Le cap des 3 euros le litre se rapproche dangereusement dans certaines stations-service françaises. Sur la Côte d’Azur, une station située sur l’autoroute affiche des prix qui frôlent ce seuil historique, obligeant les automobilistes à réduire leur plein au strict minimum ou à modifier complètement leurs habitudes. Dans ce contexte, certains Français cherchent à protéger leur épargne grâce à l’achat d’or face à l’envolée générale du coût de la vie.
Une station-service proche des 3 euros
Sur la Côte d’Azur, une station-service est devenue l’une des plus chères de France. Les prix affichés à la pompe frôlent désormais les 3 euros le litre, provoquant la stupéfaction des automobilistes. Une station Shell située sur l’aire des Bréguières, sur l’autoroute A8 à hauteur de Mougins, proposait récemment du gazole à 2,828 euros le litre, soit le tarif le plus élevé des Alpes-Maritimes et de toute la région Provence-Alpes-Côte d’Azur. Face à cette flambée des prix, l’achat d’or permet à certains épargnants de diversifier leur patrimoine pour tenter de préserver leur pouvoir d’achat.

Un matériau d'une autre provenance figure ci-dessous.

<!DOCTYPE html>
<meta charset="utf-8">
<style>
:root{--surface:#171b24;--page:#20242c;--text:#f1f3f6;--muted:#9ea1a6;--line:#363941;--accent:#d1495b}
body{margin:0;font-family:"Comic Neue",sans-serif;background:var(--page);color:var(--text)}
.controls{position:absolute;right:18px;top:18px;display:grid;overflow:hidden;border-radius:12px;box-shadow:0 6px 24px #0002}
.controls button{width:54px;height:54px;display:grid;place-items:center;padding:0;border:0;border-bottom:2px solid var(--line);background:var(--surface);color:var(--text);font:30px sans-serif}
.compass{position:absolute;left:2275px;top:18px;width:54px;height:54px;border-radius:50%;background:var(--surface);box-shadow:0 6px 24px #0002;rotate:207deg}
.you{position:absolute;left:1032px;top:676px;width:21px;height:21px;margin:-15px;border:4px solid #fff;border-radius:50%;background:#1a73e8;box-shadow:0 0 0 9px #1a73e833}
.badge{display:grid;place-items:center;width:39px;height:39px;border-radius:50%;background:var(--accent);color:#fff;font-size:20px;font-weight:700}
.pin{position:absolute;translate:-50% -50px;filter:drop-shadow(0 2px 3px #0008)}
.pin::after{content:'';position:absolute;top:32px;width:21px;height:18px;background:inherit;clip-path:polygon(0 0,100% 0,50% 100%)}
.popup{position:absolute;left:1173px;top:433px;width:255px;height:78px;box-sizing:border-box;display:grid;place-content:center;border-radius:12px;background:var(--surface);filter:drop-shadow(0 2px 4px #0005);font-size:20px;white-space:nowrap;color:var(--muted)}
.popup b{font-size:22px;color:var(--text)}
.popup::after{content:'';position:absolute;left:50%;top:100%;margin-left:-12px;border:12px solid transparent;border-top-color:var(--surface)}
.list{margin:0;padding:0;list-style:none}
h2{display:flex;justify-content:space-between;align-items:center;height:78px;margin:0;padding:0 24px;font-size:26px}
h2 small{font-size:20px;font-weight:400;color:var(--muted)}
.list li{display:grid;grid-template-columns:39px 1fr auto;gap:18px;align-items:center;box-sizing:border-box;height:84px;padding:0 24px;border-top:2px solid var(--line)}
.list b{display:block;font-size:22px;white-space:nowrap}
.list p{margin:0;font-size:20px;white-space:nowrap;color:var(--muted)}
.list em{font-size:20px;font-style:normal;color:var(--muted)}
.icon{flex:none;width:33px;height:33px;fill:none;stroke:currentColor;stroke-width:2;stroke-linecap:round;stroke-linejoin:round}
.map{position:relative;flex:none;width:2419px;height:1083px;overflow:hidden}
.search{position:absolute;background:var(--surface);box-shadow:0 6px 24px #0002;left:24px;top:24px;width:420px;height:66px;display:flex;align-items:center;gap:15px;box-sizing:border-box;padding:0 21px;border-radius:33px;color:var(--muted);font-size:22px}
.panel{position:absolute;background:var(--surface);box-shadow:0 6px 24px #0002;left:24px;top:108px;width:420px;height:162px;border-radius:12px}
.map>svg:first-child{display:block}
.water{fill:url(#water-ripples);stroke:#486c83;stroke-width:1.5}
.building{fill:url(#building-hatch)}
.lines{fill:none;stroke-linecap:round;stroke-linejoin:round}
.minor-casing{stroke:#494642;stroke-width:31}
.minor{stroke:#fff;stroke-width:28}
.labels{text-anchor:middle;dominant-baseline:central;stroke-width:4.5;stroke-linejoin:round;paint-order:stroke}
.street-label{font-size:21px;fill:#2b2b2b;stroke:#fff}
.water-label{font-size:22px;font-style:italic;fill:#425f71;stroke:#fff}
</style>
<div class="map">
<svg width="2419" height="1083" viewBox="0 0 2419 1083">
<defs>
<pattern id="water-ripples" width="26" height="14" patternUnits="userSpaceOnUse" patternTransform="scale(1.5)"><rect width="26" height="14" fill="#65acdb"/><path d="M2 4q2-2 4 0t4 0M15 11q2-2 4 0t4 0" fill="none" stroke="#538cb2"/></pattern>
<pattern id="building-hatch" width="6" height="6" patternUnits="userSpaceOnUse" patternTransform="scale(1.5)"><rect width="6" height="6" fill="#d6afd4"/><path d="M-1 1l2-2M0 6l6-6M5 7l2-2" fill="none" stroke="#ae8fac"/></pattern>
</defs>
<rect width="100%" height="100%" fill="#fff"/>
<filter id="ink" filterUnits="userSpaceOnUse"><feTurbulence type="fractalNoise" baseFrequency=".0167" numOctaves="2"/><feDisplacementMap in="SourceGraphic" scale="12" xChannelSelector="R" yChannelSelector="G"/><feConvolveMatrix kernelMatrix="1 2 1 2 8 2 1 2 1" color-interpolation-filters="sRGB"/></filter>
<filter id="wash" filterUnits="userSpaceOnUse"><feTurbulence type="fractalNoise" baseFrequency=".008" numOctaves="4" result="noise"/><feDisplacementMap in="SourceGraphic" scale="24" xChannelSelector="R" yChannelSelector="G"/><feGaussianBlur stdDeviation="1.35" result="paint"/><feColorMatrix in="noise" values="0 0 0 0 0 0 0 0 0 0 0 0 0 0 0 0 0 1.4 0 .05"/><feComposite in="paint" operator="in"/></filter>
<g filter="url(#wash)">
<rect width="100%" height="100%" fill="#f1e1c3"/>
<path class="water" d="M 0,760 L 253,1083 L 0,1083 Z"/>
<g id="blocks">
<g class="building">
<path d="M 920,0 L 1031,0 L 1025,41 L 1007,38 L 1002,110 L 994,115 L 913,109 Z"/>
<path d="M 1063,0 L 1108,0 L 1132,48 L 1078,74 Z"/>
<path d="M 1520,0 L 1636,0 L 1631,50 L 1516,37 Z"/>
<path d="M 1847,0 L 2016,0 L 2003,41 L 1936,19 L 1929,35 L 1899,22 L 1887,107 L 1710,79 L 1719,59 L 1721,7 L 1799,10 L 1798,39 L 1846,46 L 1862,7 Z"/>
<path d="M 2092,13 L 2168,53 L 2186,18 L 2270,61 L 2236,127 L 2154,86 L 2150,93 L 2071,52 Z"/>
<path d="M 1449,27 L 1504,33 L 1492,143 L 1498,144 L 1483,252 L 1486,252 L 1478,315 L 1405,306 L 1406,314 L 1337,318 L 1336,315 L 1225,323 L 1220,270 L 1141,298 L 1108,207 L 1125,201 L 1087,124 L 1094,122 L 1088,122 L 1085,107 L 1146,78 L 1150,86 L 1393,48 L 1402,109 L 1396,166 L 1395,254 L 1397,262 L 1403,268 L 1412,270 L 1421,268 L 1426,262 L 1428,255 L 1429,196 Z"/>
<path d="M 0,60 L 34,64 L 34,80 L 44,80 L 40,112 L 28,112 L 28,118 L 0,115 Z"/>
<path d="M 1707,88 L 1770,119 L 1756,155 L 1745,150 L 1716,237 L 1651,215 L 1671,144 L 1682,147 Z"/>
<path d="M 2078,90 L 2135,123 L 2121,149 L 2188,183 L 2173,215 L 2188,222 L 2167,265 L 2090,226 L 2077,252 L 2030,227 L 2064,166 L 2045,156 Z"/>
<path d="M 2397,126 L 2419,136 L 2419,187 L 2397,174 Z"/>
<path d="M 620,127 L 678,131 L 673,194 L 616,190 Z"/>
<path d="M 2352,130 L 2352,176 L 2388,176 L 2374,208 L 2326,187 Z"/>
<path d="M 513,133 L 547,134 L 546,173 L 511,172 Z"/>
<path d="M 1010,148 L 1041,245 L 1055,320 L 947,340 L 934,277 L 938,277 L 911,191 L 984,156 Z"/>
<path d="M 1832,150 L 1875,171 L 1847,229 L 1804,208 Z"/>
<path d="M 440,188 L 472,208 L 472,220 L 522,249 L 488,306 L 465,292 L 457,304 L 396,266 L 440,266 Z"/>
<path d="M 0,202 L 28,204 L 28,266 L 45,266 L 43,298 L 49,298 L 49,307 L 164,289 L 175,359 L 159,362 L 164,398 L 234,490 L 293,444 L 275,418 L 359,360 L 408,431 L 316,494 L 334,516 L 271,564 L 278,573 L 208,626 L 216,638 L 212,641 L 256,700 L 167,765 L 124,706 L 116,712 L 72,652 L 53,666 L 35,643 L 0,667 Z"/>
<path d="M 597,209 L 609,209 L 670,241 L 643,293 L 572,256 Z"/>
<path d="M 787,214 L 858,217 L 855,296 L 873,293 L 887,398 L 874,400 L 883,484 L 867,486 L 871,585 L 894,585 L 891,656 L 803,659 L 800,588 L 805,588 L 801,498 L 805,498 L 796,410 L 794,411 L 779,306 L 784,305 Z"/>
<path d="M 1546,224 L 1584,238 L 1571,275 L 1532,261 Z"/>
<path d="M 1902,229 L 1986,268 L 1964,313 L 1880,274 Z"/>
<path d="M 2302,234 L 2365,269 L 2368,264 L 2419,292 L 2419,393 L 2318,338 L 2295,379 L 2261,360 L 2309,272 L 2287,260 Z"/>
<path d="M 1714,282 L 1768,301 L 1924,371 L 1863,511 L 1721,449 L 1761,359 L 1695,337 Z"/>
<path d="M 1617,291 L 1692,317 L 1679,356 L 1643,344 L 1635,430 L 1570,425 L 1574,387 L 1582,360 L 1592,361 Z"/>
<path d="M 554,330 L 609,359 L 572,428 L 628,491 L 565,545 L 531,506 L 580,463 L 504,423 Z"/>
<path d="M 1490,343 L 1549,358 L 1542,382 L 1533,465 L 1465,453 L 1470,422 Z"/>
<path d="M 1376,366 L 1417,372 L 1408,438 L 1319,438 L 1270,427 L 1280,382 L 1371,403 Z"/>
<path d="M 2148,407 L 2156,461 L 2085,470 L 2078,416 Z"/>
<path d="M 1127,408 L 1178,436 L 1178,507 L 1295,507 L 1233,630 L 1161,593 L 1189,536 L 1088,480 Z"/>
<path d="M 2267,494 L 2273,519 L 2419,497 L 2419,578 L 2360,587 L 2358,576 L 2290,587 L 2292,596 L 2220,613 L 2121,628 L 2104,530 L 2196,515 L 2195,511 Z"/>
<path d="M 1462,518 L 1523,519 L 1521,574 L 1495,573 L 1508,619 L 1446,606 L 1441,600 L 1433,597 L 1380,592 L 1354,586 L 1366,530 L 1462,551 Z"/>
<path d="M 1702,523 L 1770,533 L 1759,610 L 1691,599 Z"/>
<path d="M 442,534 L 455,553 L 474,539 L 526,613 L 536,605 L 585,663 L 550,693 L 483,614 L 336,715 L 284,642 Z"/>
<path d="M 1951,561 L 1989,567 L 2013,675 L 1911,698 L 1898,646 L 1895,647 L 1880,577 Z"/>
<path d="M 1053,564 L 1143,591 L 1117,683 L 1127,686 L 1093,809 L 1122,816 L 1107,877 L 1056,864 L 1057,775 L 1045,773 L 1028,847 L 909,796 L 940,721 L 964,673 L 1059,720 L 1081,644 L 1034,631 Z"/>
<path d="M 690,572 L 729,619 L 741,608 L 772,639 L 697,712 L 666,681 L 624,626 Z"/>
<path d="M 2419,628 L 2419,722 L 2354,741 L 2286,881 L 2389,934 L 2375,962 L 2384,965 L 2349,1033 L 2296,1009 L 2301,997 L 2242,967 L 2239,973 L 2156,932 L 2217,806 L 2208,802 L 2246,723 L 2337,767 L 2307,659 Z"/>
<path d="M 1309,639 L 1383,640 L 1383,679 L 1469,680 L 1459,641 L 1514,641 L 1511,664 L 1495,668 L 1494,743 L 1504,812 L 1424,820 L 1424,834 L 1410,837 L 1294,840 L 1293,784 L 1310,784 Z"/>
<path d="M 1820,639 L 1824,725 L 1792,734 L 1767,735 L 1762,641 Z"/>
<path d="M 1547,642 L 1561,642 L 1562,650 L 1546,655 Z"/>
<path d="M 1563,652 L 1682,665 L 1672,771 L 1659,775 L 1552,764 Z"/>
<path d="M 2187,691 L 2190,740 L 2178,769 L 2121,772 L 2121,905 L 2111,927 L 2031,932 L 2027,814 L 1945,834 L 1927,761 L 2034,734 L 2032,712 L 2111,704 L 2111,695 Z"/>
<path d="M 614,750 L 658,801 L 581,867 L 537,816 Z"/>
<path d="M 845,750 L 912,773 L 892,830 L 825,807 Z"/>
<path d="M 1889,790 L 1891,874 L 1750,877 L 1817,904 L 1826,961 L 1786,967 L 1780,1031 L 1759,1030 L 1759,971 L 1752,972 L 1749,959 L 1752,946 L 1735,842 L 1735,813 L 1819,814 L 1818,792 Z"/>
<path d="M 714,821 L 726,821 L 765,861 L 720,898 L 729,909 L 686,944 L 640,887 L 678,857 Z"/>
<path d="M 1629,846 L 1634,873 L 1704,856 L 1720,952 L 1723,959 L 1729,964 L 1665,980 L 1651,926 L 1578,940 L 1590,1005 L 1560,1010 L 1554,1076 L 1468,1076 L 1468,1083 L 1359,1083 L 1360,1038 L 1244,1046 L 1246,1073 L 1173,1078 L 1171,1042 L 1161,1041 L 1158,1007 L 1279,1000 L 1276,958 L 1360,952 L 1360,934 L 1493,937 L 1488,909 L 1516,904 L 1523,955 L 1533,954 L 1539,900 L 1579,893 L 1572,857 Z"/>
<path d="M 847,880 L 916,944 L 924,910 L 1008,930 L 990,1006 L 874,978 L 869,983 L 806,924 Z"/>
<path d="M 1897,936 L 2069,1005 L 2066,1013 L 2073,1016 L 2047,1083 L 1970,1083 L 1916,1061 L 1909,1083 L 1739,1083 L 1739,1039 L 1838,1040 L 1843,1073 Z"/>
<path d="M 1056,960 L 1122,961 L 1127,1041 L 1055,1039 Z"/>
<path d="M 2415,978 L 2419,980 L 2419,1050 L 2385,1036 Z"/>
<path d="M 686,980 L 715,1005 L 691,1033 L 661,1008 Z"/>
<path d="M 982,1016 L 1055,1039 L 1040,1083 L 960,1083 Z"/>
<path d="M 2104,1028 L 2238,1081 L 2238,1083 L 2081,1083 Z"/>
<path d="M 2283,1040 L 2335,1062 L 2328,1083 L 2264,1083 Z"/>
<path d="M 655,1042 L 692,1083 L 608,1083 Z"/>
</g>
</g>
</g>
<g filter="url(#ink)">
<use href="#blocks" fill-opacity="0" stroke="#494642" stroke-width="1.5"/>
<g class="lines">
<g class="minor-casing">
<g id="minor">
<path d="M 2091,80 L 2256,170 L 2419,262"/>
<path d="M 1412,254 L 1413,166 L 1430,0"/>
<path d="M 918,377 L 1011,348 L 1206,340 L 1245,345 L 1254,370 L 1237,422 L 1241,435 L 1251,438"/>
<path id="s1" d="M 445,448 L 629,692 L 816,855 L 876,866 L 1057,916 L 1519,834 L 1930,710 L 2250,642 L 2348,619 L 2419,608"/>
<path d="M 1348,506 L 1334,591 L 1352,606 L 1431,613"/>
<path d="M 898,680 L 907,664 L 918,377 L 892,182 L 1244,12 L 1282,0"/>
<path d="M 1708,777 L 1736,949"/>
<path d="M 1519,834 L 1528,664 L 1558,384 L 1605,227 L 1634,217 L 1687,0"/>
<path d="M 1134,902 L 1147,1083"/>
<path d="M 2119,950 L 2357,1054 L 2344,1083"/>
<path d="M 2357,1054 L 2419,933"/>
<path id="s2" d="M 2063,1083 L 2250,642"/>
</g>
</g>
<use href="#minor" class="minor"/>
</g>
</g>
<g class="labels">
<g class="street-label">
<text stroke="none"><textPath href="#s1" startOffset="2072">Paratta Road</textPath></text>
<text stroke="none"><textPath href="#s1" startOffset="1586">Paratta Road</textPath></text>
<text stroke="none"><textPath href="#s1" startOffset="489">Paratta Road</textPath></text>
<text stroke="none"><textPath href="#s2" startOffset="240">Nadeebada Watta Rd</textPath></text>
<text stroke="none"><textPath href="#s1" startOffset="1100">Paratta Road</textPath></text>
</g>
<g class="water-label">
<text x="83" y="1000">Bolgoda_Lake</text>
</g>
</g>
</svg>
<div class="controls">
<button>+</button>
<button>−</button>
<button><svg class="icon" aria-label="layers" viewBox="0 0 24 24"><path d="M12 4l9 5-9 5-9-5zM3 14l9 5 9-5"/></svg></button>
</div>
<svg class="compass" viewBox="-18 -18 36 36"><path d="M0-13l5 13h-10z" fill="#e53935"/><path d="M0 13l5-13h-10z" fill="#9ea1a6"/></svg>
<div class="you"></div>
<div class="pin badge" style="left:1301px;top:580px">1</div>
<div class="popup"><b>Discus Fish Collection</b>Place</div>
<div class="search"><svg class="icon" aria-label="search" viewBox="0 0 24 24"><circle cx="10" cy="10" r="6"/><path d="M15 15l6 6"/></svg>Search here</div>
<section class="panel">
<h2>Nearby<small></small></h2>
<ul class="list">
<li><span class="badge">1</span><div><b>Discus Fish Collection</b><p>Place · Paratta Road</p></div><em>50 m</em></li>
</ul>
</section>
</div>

À ce niveau de prix, le plein devient une dépense impossible à absorber pour de nombreux ménages. Un automobiliste interrogé explique être passé par hasard dans cette station et avoir été contraint de s’y arrêter parce qu’il n’avait plus suffisamment d’essence. La mauvaise surprise a été immédiate : remplir son réservoir lui a coûté environ 150 euros. Ce montant représente une ponction considérable sur le budget mensuel d’une famille, surtout pour les personnes qui utilisent leur voiture tous les jours pour travailler. Lorsque le prix d’un simple plein atteint 150 euros, l’achat d’or peut être envisagé comme une manière de convertir une partie de son épargne en actif tangible.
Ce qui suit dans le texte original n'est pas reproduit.